The following month, my dad's ashes were interred at his parents grave. That was the last time we saw his widow and our half sisters.
My brother tried for a couple of years to maintain contact and meet up but she always refused or ignored his requests. In the end, he gave up.
We've never been back to the grave. Tbh, I've even forgotten the name of the cemetery now.
We had to cut contact with our mum earlier the same year due to years of emotional abuse that eventually presented as safeguarding concerns around her and the children. In the space of 4 months, I lost nearly all of my family - my mum, my dad, his wife/widow, my half sisters, my husband (and ultimately his entire family).
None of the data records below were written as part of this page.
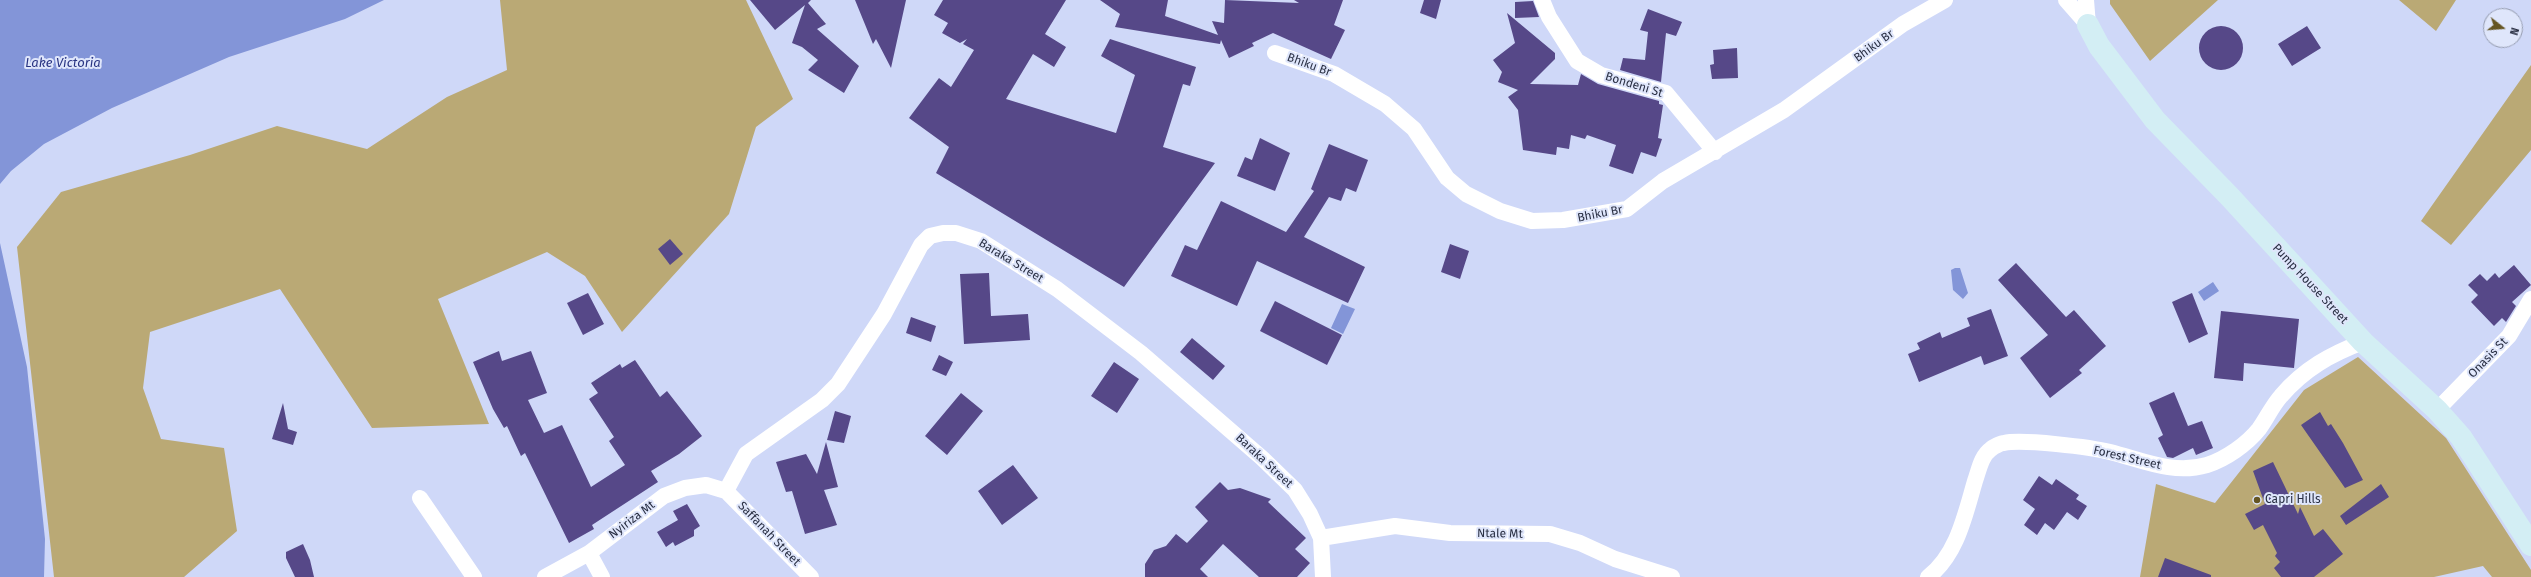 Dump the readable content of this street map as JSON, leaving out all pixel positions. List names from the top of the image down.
{
  "streets": {
    "street": [
      "Bhiku Br",
      "Bondeni St",
      "Baraka Street",
      "Pump House Street",
      "Onasis St",
      "Forest Street",
      "Nyiriza Mt",
      "Saffanah Street",
      "Ntale Mt"
    ]
  },
  "crossings": [
    ["Bhiku Br", "Bondeni St"],
    ["Baraka Street", "Nyiriza Mt"],
    ["Baraka Street", "Saffanah Street"],
    ["Baraka Street", "Ntale Mt"],
    ["Pump House Street", "Onasis St"],
    ["Pump House Street", "Forest Street"],
    ["Nyiriza Mt", "Saffanah Street"]
  ],
  "water": ["Lake Victoria"],
  "places": ["Capri Hills"],
  "north": "right"
}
Just me, my brother, his wife and our children were left.
I'm finding this is weighing more heavily on my mind 11 years on than it ever had done before. I have nightmares about my mum still being in our lives. I feel an odd nothingness about my dad except that his final wishes regarding his young children weren't honoured. And a regret that I didn't tell him it was ok to go now earlier in the day he died. I have felt anchorless for so long. Like a helium balloon just drifting. I have my own children who are now and adult and late teens. I have a brother but we only see each other a couple of times a year with little contact in between.
I don't even feel sad. Just an odd nothingness and I always have. Never grieved. Never cried. I don't miss any of them.
I don't really expect anything from this but I've ever really expressed it all either. Thank you for reading if you made it to the end!